__Work to complete__. Output exactly the span of lines beginning with the one that holds "Food Sdn. Bhd.</span>" and ending with the last line of the data below.

__Records for processing__.
***

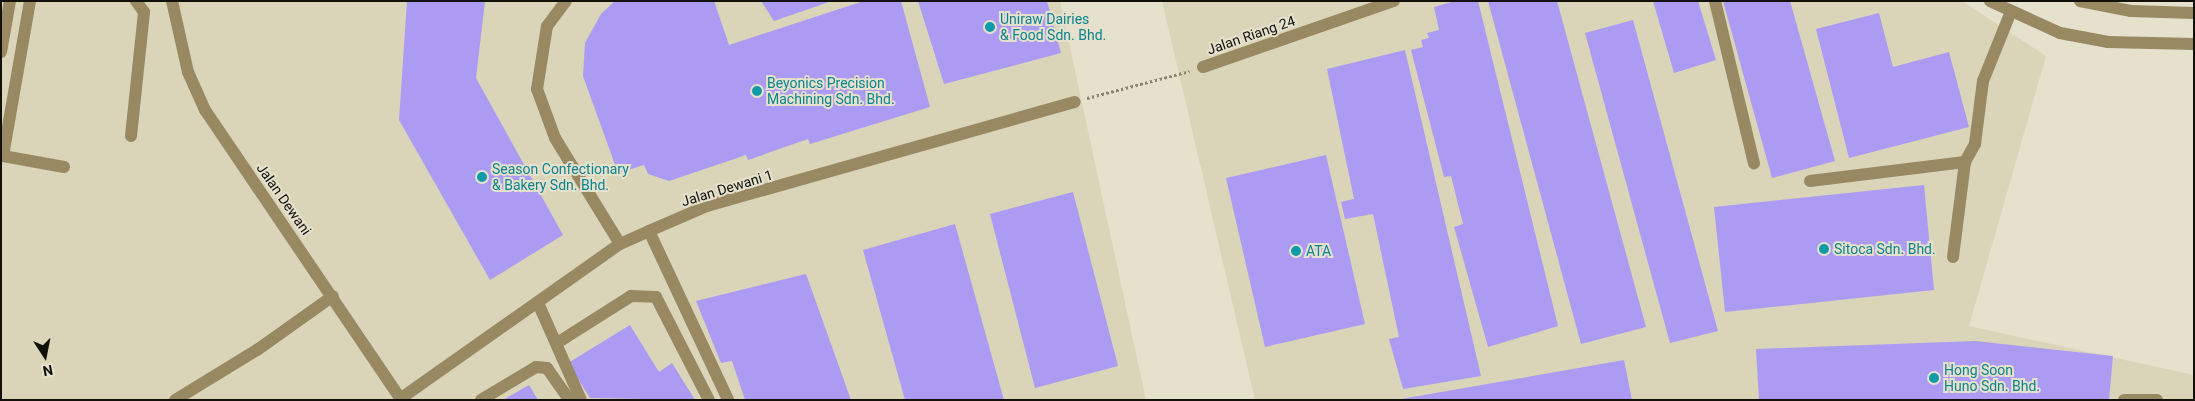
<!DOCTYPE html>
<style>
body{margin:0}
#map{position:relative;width:2195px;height:401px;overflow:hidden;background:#e5e1cd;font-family:Roboto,sans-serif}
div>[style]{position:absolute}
.built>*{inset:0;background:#dad4b9}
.building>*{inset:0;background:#ac9bf2}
.path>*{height:3px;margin-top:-1.5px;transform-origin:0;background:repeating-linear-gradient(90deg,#878476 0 2.5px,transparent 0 5px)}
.minor>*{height:12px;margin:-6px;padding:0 6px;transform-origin:6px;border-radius:6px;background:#998963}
.dots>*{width:14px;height:14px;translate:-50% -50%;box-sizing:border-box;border:2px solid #e5e1cd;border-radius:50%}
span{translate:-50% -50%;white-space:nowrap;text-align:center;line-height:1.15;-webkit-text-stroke:4px #e5e1cd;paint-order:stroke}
.culture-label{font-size:14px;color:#0d838f}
.left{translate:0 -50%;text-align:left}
.street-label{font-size:14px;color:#111009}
.frame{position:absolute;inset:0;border:2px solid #111009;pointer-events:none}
.north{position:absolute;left:20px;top:331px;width:50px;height:50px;-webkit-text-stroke:4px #e5e1cd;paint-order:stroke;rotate:169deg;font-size:14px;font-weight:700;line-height:20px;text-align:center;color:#111009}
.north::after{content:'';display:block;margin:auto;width:18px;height:22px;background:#111009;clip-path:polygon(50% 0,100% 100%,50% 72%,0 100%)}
</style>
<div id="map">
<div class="built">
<div style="clip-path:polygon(1px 1px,1060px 1px,1146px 400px,1px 400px)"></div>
<div style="clip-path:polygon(1162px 1px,1962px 1px,2046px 56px,1969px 326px,2194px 375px,2194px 400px,1255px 400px)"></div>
</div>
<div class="building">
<div style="clip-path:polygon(407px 1px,485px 1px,476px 78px,563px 235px,490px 280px,399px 120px)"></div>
<div style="clip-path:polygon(615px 1px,714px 1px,729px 45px,864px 1px,901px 1px,930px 107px,810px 144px,808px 139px,748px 160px,746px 155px,669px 181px,648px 174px,644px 165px,618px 173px,583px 76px,585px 43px,601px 14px)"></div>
<div style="clip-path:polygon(761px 1px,829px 1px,829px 2px,774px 21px)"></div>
<div style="clip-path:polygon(918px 1px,1047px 1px,1061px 53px,944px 84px)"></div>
<div style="clip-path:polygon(1455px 1px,1478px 1px,1558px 326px,1488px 347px,1454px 227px,1463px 224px,1451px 176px,1444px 177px,1411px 50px,1423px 47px,1421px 40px,1429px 38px,1427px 33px,1439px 30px,1434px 7px)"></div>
<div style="clip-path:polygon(1488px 1px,1557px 1px,1646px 327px,1581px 344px)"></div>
<div style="clip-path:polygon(1653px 1px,1698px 1px,1716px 60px,1674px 73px)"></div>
<div style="clip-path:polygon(1723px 1px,1790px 1px,1835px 161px,1772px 178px)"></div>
<div style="clip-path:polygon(1879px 13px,1893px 67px,1949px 52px,1969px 127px,1849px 158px,1816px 29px)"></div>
<div style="clip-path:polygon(1633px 20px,1718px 331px,1670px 343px,1585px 33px)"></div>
<div style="clip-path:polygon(1405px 50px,1481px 376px,1403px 389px,1389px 339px,1399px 337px,1373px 214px,1345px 219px,1341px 202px,1354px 199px,1327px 69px)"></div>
<div style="clip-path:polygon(1326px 155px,1365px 324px,1265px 347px,1226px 178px)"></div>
<div style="clip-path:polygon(1924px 185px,1934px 290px,1725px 312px,1714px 207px)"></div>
<div style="clip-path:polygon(1073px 192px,1118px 366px,1035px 388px,990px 214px)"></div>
<div style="clip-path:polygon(955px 224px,1004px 400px,905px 400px,863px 250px)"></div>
<div style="clip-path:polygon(806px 274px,851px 400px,745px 400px,732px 361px,721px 363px,696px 301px)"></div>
<div style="clip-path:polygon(630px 325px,659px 372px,672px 363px,695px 400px,590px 398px,568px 363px)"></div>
<div style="clip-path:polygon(1975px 341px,2113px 356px,2109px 400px,1759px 400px,1756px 349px)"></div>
<div style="clip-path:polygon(1624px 360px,1632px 400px,1401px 400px,1401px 399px)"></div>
<div style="clip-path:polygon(529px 385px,538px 400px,503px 400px)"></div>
</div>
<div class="path">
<div style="left:1087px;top:98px;width:106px;rotate:-14.7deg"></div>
</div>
<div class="minor">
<div style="left:30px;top:1px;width:157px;rotate:99.9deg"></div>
<div style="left:3px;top:156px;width:62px;rotate:10.2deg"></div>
<div style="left:172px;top:1px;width:73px;rotate:77.3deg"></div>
<div style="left:188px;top:72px;width:42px;rotate:65.9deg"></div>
<div style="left:205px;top:110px;width:350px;rotate:55.9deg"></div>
<div style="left:566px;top:1px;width:31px;rotate:127deg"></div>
<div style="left:547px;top:26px;width:64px;rotate:99deg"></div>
<div style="left:537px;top:89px;width:52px;rotate:69.8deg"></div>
<div style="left:555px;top:138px;width:124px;rotate:58.5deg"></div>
<div style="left:1715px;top:1px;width:167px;rotate:76.5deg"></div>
<div style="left:1990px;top:1px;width:77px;rotate:24.6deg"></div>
<div style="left:2060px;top:33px;width:49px;rotate:10.6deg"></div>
<div style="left:2108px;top:42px;width:86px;rotate:1.3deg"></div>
<div style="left:2080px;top:1px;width:52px;rotate:11.1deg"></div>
<div style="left:2131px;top:11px;width:63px;rotate:1.8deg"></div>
<div style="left:1px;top:52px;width:52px;rotate:-80deg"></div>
<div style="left:1203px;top:67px;width:202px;rotate:-19.1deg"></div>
<div style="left:131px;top:136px;width:125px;rotate:-84deg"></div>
<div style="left:144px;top:12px;width:14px;rotate:-126deg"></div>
<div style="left:1810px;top:181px;width:156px;rotate:-7deg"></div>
<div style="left:1965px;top:162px;width:21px;rotate:-61deg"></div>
<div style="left:1975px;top:144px;width:64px;rotate:-82.8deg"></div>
<div style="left:1983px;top:81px;width:72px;rotate:-68.1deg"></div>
<div style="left:649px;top:231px;width:187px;rotate:64.9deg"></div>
<div style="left:1953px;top:257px;width:96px;rotate:-82.8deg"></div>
<div style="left:538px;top:303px;width:106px;rotate:66.1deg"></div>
<div style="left:557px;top:343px;width:88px;rotate:-32.4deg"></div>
<div style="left:631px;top:296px;width:25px;rotate:2deg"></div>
<div style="left:656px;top:297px;width:116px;rotate:62.8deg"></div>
<div style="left:400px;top:399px;width:269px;rotate:-35.2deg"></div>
<div style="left:620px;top:244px;width:32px;rotate:-24deg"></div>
<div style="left:649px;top:231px;width:63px;rotate:-23.3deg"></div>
<div style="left:707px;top:206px;width:382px;rotate:-15.8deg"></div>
<div style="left:175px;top:400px;width:96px;rotate:-31.4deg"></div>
<div style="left:257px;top:350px;width:93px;rotate:-35.4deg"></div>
<div style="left:481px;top:400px;width:64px;rotate:-31deg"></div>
<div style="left:536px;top:367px;width:11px;rotate:5deg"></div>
<div style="left:547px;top:368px;width:39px;rotate:55deg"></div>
<div style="left:2124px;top:400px;width:33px"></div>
</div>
<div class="dots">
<div style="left:990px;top:27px;background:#0f9aa8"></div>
<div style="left:757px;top:91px;background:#0f9aa8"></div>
<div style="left:482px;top:177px;background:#0f9aa8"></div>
<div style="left:1824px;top:249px;background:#0f9aa8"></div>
<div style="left:1296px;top:251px;background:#0f9aa8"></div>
<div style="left:1934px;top:378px;background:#0f9aa8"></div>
</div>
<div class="culture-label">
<span class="left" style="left:1000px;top:27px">Uniraw Dairies<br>&amp; Food Sdn. Bhd.</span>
<span class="left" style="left:767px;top:91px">Beyonics Precision<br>Machining Sdn. Bhd.</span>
<span class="left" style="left:492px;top:177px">Season Confectionary<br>&amp; Bakery Sdn. Bhd.</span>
<span class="left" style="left:1834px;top:249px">Sitoca Sdn. Bhd.</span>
<span class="left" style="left:1306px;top:251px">ATA</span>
<span class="left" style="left:1944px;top:378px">Hong Soon<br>Huno Sdn. Bhd.</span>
</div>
<div class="street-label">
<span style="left:1251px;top:35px;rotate:-19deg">Jalan Riang 24</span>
<span style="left:727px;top:188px;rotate:-17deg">Jalan Dewani 1</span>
<span style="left:284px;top:199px;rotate:55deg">Jalan Dewani</span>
</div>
<div class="frame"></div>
<div class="north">N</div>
</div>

***

__Worked solution__.
<span class="left" style="left:1000px;top:27px">Uniraw Dairies<br>&amp; Food Sdn. Bhd.</span>
<span class="left" style="left:767px;top:91px">Beyonics Precision<br>Machining Sdn. Bhd.</span>
<span class="left" style="left:492px;top:177px">Season Confectionary<br>&amp; Bakery Sdn. Bhd.</span>
<span class="left" style="left:1834px;top:249px">Sitoca Sdn. Bhd.</span>
<span class="left" style="left:1306px;top:251px">ATA</span>
<span class="left" style="left:1944px;top:378px">Hong Soon<br>Huno Sdn. Bhd.</span>
</div>
<div class="street-label">
<span style="left:1251px;top:35px;rotate:-19deg">Jalan Riang 24</span>
<span style="left:727px;top:188px;rotate:-17deg">Jalan Dewani 1</span>
<span style="left:284px;top:199px;rotate:55deg">Jalan Dewani</span>
</div>
<div class="frame"></div>
<div class="north">N</div>
</div>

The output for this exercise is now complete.